There is a closed issue in the mypy repo with a discussion about this problem. The problem can be boiled down to this: mypy only understands Python packages and relationships between them, while our functions folder holds multiple discrete, parallel entry-points into the codebase that don't make sense when interpreted as a package. Contents of the functions directory, in other words, is a bit like a monorepo with multiple distinct projects located in separate directories, and mypy doesn't understand monorepos.

There are different possible ways of working around the problem. One way would be to use distinct handler file names for each function, but that seems like addressing the symptom not the cause of the problem. Instead, I ended up writing a simple make target that runs mypy separately on each directory that ought to be type-checked:

MYPY_DIRS := $(shell find functions layer ! -path '*.egg-info*' -type d -maxdepth 1 -mindepth 1 | xargs)

# (...)

.PHONY: mypy
mypy: $(MYPY_DIRS)
    $(foreach d, $(MYPY_DIRS), python -m mypy $(d);)

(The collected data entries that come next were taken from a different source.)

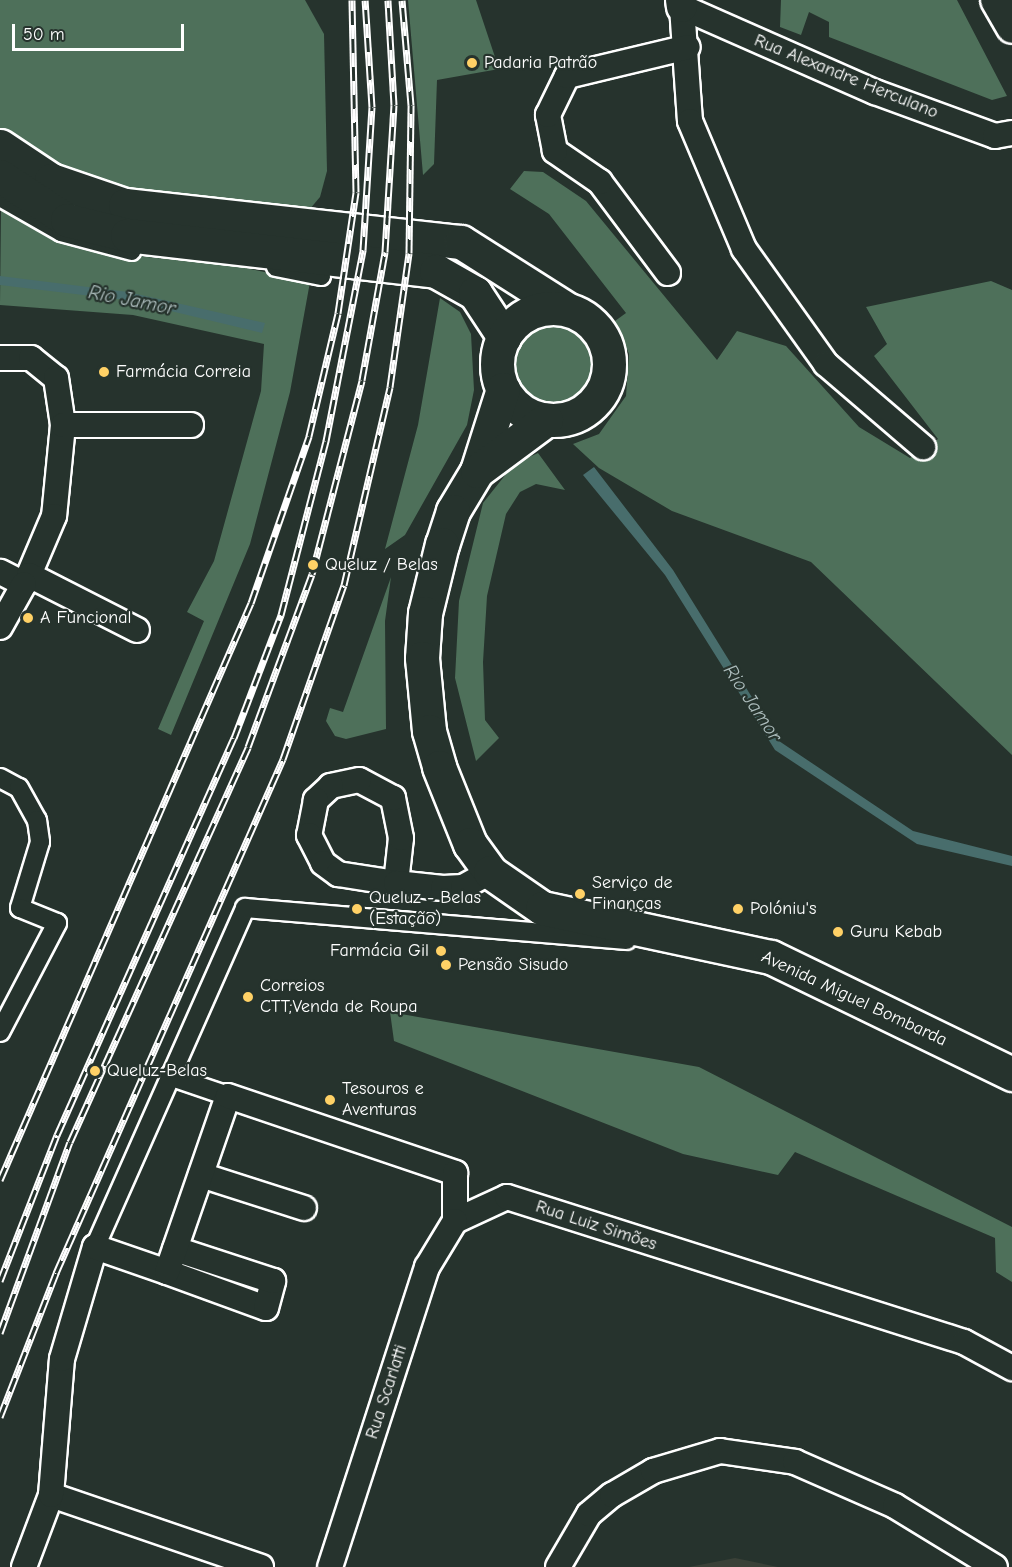 <!DOCTYPE html>
<html>
<head>
<meta charset="utf-8">
<style>
  body { margin:0 }
  #map { position:relative; width:1012px; height:1567px; overflow:hidden; background:#26332d; font-family:"Comic Neue",sans-serif }
  div>[style] { position:absolute }
  [style*='--x'] { left:calc(var(--x)*1px); top:calc(var(--y)*1px); width:calc(var(--w)*1px); rotate:calc(var(--a)*1deg) }
  .built>* { inset:0; background:#3a4138 }
  .green>* { inset:0; background:#4e705a }
  .round { border-radius:50% }
  .water>* { inset:0; background:#486d6c }
  .roads { filter:drop-shadow(2px 0 #fff) drop-shadow(-2px 0 #fff) drop-shadow(0 2px #fff) drop-shadow(0 -2px #fff) }
  .pedestrian>* { height:18px; margin:-9px; padding:0 9px; transform-origin:9px; border-radius:9px; background:#26332d }
  .minor>* { height:24px; margin:-12px; padding:0 12px; transform-origin:12px; border-radius:12px; background:#26332d }
  .tertiary>* { height:30px; margin:-15px; padding:0 15px; transform-origin:15px; border-radius:15px; background:#26332d }
  .primary>* { height:33px; margin:-16.5px; padding:0 16.5px; transform-origin:16.5px; border-radius:16.5px; background:#26332d }
  .primary>.ring { margin:-16.5px; padding:0; box-sizing:content-box; background:none; border:33px solid #26332d; border-radius:50% }
  .rail>* { height:7px; margin-top:-3.5px; transform-origin:0; background:repeating-linear-gradient(90deg,#26332d 0 14px,#fff 0 28px); box-sizing:border-box; border-block:2px solid #fff }
  .dots>* { width:16px; height:16px; translate:-50% -50%; box-sizing:border-box; border:3px solid #26332d; border-radius:50% }
  span { translate:-50% -50%; white-space:nowrap; text-align:center; line-height:1.15; -webkit-text-stroke:4.5px #26332d; paint-order:stroke }
  .poi-label { font-size:18px; color:#fff }
  .left { translate:0 -50%; text-align:left }
  .right { translate:-100% -50%; text-align:right }
  .street-label { font-size:18px; color:#fff }
  .water-label { font-size:20px; color:#adbdbd; font-style:italic }
  .scale { position:absolute; left:12px; top:24px; width:172px; height:27px; box-sizing:border-box; border:3px solid #fff; border-top:0; padding-left:8px; font-size:18px; line-height:21px; white-space:nowrap; color:#fff; -webkit-text-stroke:4px #26332d; paint-order:stroke }
</style>
</head>
<body>
<div id="map">
  <div class="built">
    <i style="clip-path:polygon(735px 1558px,778px 1567px,689px 1567px)"></i>
  </div>
  <div class="green">
    <i style="clip-path:polygon(0 0,305px 0,324px 34px,327px 171px,320px 197px,309px 210px,104px 187px,0 136px)"></i>
    <i style="clip-path:polygon(408px 0,476px 0,499px 69px,437px 80px,434px 164px,423px 175px)"></i>
    <i style="clip-path:polygon(781px 0,957px 0,1007px 96px,992px 100px,829px 37px,829px 22px,809px 12px,801px 35px,780px 27px)"></i>
    <i style="clip-path:polygon(524px 171px,543px 172px,586px 201px,717px 360px,737px 331px,786px 346px,859px 427px,910px 458px,938px 439px,874px 356px,887px 344px,866px 307px,991px 281px,1012px 290px,1012px 755px,811px 562px,672px 511px,599px 468px,573px 444px,599px 434px,626px 396px,629px 354px,615px 321px,626px 313px,549px 214px,510px 189px)"></i>
    <i style="clip-path:polygon(1px 210px,117px 254px,237px 266px,310px 282px,290px 392px,250px 544px,171px 735px,158px 729px,204px 621px,187px 612px,214px 561px,261px 391px,264px 344px,133px 315px,0 305px)"></i>
    <i style="clip-path:polygon(440px 298px,460px 312px,471px 334px,474px 390px,467px 425px,405px 535px,385px 549px,418px 425px)"></i>
    <i class="round" style="left:513px;top:324px;width:80px;height:80px"></i>
    <i style="clip-path:polygon(538px 453px,565px 490px,536px 484px,520px 492px,506px 514px,487px 596px,483px 662px,485px 720px,499px 738px,476px 761px,455px 678px,459px 601px,483px 503px,514px 464px)"></i>
    <i style="clip-path:polygon(391px 577px,385px 621px,386px 729px,346px 739px,335px 736px,326px 721px,330px 708px,343px 712px)"></i>
    <i style="clip-path:polygon(390px 1012px,699px 1067px,1012px 1227px,1012px 1282px,996px 1272px,995px 1238px,795px 1152px,778px 1175px,683px 1154px,394px 1041px)"></i>
  </div>
  <div class="water">
    <i style="clip-path:polygon(0 276px,128px 292px,265px 323px,262px 333px,125px 300px,0 285px)"></i>
    <i style="clip-path:polygon(594px 467px,673px 570px,779px 741px,913px 831px,1012px 856px,1012px 866px,917px 844px,775px 750px,665px 575px,583px 475px)"></i>
  </div>
  <div class="roads">
    <div class="pedestrian">
      <i style="--x:0;--y:197;--w:70;--a:29.8"></i>
      <i style="--x:61;--y:232;--w:73;--a:15"></i>
      <i style="--x:276;--y:267;--w:46;--a:11.3"></i>
      <i style="--x:0;--y:778;--w:21;--a:28"></i>
      <i style="--x:19;--y:788;--w:37;--a:61"></i>
      <i style="--x:37;--y:820;--w:22;--a:82"></i>
      <i style="--x:40;--y:842;--w:69;--a:106.9"></i>
      <i style="--x:20;--y:908;--w:40;--a:22"></i>
      <i style="--x:57;--y:923;--w:123;--a:117.6"></i>
      <i style="--x:169;--y:1076;--w:62;--a:18.7"></i>
      <i style="--x:95;--y:1247;--w:371;--a:-66.1"></i>
      <i style="--x:245;--y:908;--w:383;--a:4.8"></i>
    </div>
    <div class="minor">
      <i style="--x:682;--y:7;--w:114;--a:86"></i>
      <i style="--x:690;--y:121;--w:139;--a:67.1"></i>
      <i style="--x:744;--y:249;--w:141;--a:54.5"></i>
      <i style="--x:826;--y:364;--w:128;--a:40.6"></i>
      <i style="--x:682;--y:7;--w:211;--a:23.8"></i>
      <i style="--x:875;--y:92;--w:128;--a:20.1"></i>
      <i style="--x:995;--y:136;--w:17;--a:-10"></i>
      <i style="--x:668;--y:273;--w:114;--a:-126.8"></i>
      <i style="--x:600;--y:182;--w:55;--a:-145.4"></i>
      <i style="--x:555;--y:151;--w:37;--a:-101"></i>
      <i style="--x:548;--y:115;--w:43;--a:-64"></i>
      <i style="--x:567;--y:76;--w:124;--a:-13.5"></i>
      <i style="--x:0;--y:358;--w:31;--a:0"></i>
      <i style="--x:31;--y:358;--w:32;--a:39"></i>
      <i style="--x:56;--y:378;--w:48;--a:81.5"></i>
      <i style="--x:63;--y:425;--w:91;--a:95.6"></i>
      <i style="--x:54;--y:516;--w:64;--a:113"></i>
      <i style="--x:29;--y:575;--w:10;--a:119"></i>
      <i style="--x:24;--y:584;--w:27;--a:-153"></i>
      <i style="--x:63;--y:425;--w:128;--a:0"></i>
      <i style="--x:29;--y:575;--w:121;--a:27"></i>
      <i style="--x:0;--y:627;--w:49;--a:-60.8"></i>
      <i style="--x:396;--y:883;--w:45;--a:-83.7"></i>
      <i style="--x:401;--y:838;--w:41;--a:-101.3"></i>
      <i style="--x:393;--y:798;--w:38;--a:-152"></i>
      <i style="--x:359;--y:780;--w:29;--a:168"></i>
      <i style="--x:331;--y:786;--w:21;--a:137"></i>
      <i style="--x:316;--y:800;--w:36;--a:101"></i>
      <i style="--x:309;--y:835;--w:31;--a:63"></i>
      <i style="--x:323;--y:863;--w:19;--a:36"></i>
      <i style="--x:338;--y:874;--w:59;--a:8.8"></i>
      <i style="--x:396;--y:883;--w:47;--a:6.1"></i>
      <i style="--x:443;--y:888;--w:20;--a:-3"></i>
      <i style="--x:463;--y:887;--w:31;--a:-29"></i>
      <i style="--x:201;--y:1175;--w:108;--a:17.8"></i>
      <i style="--x:455;--y:1221;--w:57;--a:-24.8"></i>
      <i style="--x:507;--y:1197;--w:479;--a:17.6"></i>
      <i style="--x:964;--y:1342;--w:55;--a:28.4"></i>
      <i style="--x:167;--y:1272;--w:105;--a:20"></i>
      <i style="--x:266;--y:1308;--w:28;--a:-75"></i>
      <i style="--x:273;--y:1281;--w:103;--a:-161.9"></i>
      <i style="--x:51;--y:1495;--w:222;--a:18.9"></i>
      <i style="--x:24;--y:1567;--w:77;--a:-69.4"></i>
      <i style="--x:51;--y:1495;--w:136;--a:-85.4"></i>
      <i style="--x:62;--y:1359;--w:117;--a:-73.6"></i>
      <i style="--x:95;--y:1247;--w:76;--a:19.1"></i>
      <i style="--x:167;--y:1272;--w:186;--a:-70.9"></i>
      <i style="--x:228;--y:1096;--w:240;--a:18.7"></i>
      <i style="--x:455;--y:1173;--w:48;--a:90"></i>
      <i style="--x:455;--y:1221;--w:54;--a:121.3"></i>
      <i style="--x:427;--y:1267;--w:315;--a:107.9"></i>
      <i style="--x:558;--y:1567;--w:61;--a:-59.7"></i>
      <i style="--x:589;--y:1514;--w:30;--a:-40"></i>
      <i style="--x:612;--y:1495;--w:48;--a:-30.3"></i>
      <i style="--x:653;--y:1471;--w:70;--a:-16.6"></i>
      <i style="--x:720;--y:1451;--w:76;--a:8.3"></i>
      <i style="--x:795;--y:1462;--w:109;--a:23.7"></i>
      <i style="--x:895;--y:1506;--w:117;--a:31.4"></i>
    </div>
    <div class="tertiary">
      <i style="--x:681;--y:0;--w:7;--a:82"></i>
      <i style="--x:996;--y:0;--w:32;--a:60"></i>
    </div>
    <div class="primary">
      <i style="--x:0;--y:146;--w:61;--a:33.7"></i>
      <i style="--x:51;--y:180;--w:78;--a:18.7"></i>
      <i style="--x:125;--y:205;--w:338;--a:6.3"></i>
      <i style="--x:461;--y:242;--w:123;--a:32.4"></i>
      <i style="--x:0;--y:176;--w:80;--a:33.3"></i>
      <i style="--x:67;--y:220;--w:62;--a:14"></i>
      <i style="--x:127;--y:235;--w:311;--a:6.6"></i>
      <i style="--x:436;--y:271;--w:45;--a:29.4"></i>
      <i style="--x:475;--y:293;--w:53;--a:56.6"></i>
      <i class="ring" style="left:497px;top:308px;width:79px;height:79px"></i>
      <i style="--x:503;--y:389;--w:86;--a:107.6"></i>
      <i style="--x:477;--y:471;--w:47;--a:121"></i>
      <i style="--x:453;--y:511;--w:35;--a:108"></i>
      <i style="--x:442;--y:544;--w:71;--a:103.8"></i>
      <i style="--x:425;--y:613;--w:45;--a:93.8"></i>
      <i style="--x:422;--y:658;--w:73;--a:84.5"></i>
      <i style="--x:429;--y:731;--w:37;--a:74"></i>
      <i style="--x:439;--y:767;--w:83;--a:68.1"></i>
      <i style="--x:470;--y:844;--w:34;--a:54"></i>
      <i style="--x:490;--y:872;--w:63;--a:34.7"></i>
      <i style="--x:542;--y:908;--w:234;--a:12.1"></i>
      <i style="--x:771;--y:957;--w:268;--a:25.9"></i>
      <i style="--x:477;--y:471;--w:86;--a:-36.5"></i>
    </div>
  </div>
  <div class="rail">
    <i style="--x:0;--y:1180;--w:629;--a:-66.49"></i>
    <i style="--x:251;--y:603;--w:177;--a:-70.8"></i>
    <i style="--x:309;--y:436;--w:126;--a:-76.7"></i>
    <i style="--x:338;--y:313;--w:122;--a:-81.5"></i>
    <i style="--x:356;--y:192;--w:192;--a:-91.2"></i>
    <i style="--x:0;--y:1281;--w:157;--a:-68.7"></i>
    <i style="--x:57;--y:1135;--w:435;--a:-66"></i>
    <i style="--x:234;--y:738;--w:132;--a:-69.1"></i>
    <i style="--x:281;--y:615;--w:180;--a:-75.5"></i>
    <i style="--x:326;--y:441;--w:195;--a:-79"></i>
    <i style="--x:363;--y:250;--w:143;--a:-86.4"></i>
    <i style="--x:372;--y:107;--w:107;--a:-93.7"></i>
    <i style="--x:0;--y:1333;--w:203;--a:-69.9"></i>
    <i style="--x:70;--y:1142;--w:433;--a:-65.7"></i>
    <i style="--x:248;--y:747;--w:184;--a:-69.7"></i>
    <i style="--x:312;--y:574;--w:200;--a:-75.5"></i>
    <i style="--x:362;--y:380;--w:130;--a:-79.8"></i>
    <i style="--x:385;--y:252;--w:147;--a:-86.5"></i>
    <i style="--x:394;--y:105;--w:105;--a:-93.3"></i>
    <i style="--x:0;--y:1417;--w:155;--a:-68.7"></i>
    <i style="--x:56;--y:1273;--w:562;--a:-66.17"></i>
    <i style="--x:283;--y:759;--w:184;--a:-70.7"></i>
    <i style="--x:344;--y:585;--w:203;--a:-76.9"></i>
    <i style="--x:390;--y:387;--w:135;--a:-81.9"></i>
    <i style="--x:409;--y:253;--w:148;--a:-89.2"></i>
    <i style="--x:411;--y:105;--w:105;--a:-94.9"></i>
  </div>
  <div class="dots">
    <i style="left:472px;top:63px;background:#ffd166"></i>
    <i style="left:104px;top:372px;background:#ffd166"></i>
    <i style="left:313px;top:565px;background:#ffd166"></i>
    <i style="left:28px;top:618px;background:#ffd166"></i>
    <i style="left:580px;top:894px;background:#ffd166"></i>
    <i style="left:357px;top:909px;background:#ffd166"></i>
    <i style="left:738px;top:909px;background:#ffd166"></i>
    <i style="left:838px;top:932px;background:#ffd166"></i>
    <i style="left:441px;top:951px;background:#ffd166"></i>
    <i style="left:446px;top:965px;background:#ffd166"></i>
    <i style="left:248px;top:997px;background:#ffd166"></i>
    <i style="left:95px;top:1071px;background:#ffd166"></i>
    <i style="left:330px;top:1100px;background:#ffd166"></i>
  </div>
  <div class="poi-label">
    <span class="left" style="left:484px;top:63px">Padaria Patrão</span>
    <span class="left" style="left:116px;top:372px">Farmácia Correia</span>
    <span class="left" style="left:325px;top:565px">Queluz / Belas</span>
    <span class="left" style="left:40px;top:618px">A Funcional</span>
    <span class="left" style="left:592px;top:894px">Serviço de<br>Finanças</span>
    <span class="left" style="left:369px;top:909px">Queluz - Belas<br>(Estação)</span>
    <span class="left" style="left:750px;top:909px">Polóniu's</span>
    <span class="left" style="left:850px;top:932px">Guru Kebab</span>
    <span class="right" style="left:429px;top:951px">Farmácia Gil</span>
    <span class="left" style="left:458px;top:965px">Pensão Sisudo</span>
    <span class="left" style="left:260px;top:997px">Correios<br>CTT;Venda de Roupa</span>
    <span class="left" style="left:107px;top:1071px">Queluz-Belas</span>
    <span class="left" style="left:342px;top:1100px">Tesouros e<br>Aventuras</span>
  </div>
  <div class="street-label">
    <span style="left:846px;top:77px;rotate:22deg">Rua Alexandre Herculano</span>
    <span style="left:854px;top:999px;rotate:25deg">Avenida Miguel Bombarda</span>
    <span style="left:596px;top:1226px;rotate:18deg">Rua Luiz Simões</span>
    <span style="left:387px;top:1392px;rotate:-72deg">Rua Scarlatti</span>
  </div>
  <div class="water-label">
    <span style="left:132px;top:300px;rotate:11deg">Rio Jamor</span>
    <span style="left:753px;top:703px;rotate:56deg">Rio Jamor</span>
  </div>
  <div class="scale">50 m</div>
</div>
</body>
</html>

The MYPY_DIRS variable holds all direct subdirectories of layer and functions directories (except the egg-info directory that's created by installing the shared package in editable mode). The make mypy command will run python -m mypy for each of those directories.

Conclusion

The general idea I was hoping to get across in this blog post is that it's possible to leverage Python packaging tooling to decouple project directory structure from the issue of module discovery/resolution in Python. This happens to be particularly helpful in case of Python AWS serverless projects.

The template of the solution described above could be adjusted to suit many types of projects. If you're working on a system that's comprised of multiple micro-services, this project layout might be used for individual micro-services, with an additional abstraction, such as packages published to an internal repository, to share code between services. In case of very large projects it might be beneficial to package shared code into multiple layers, which is also possible in principle, with few adjustments.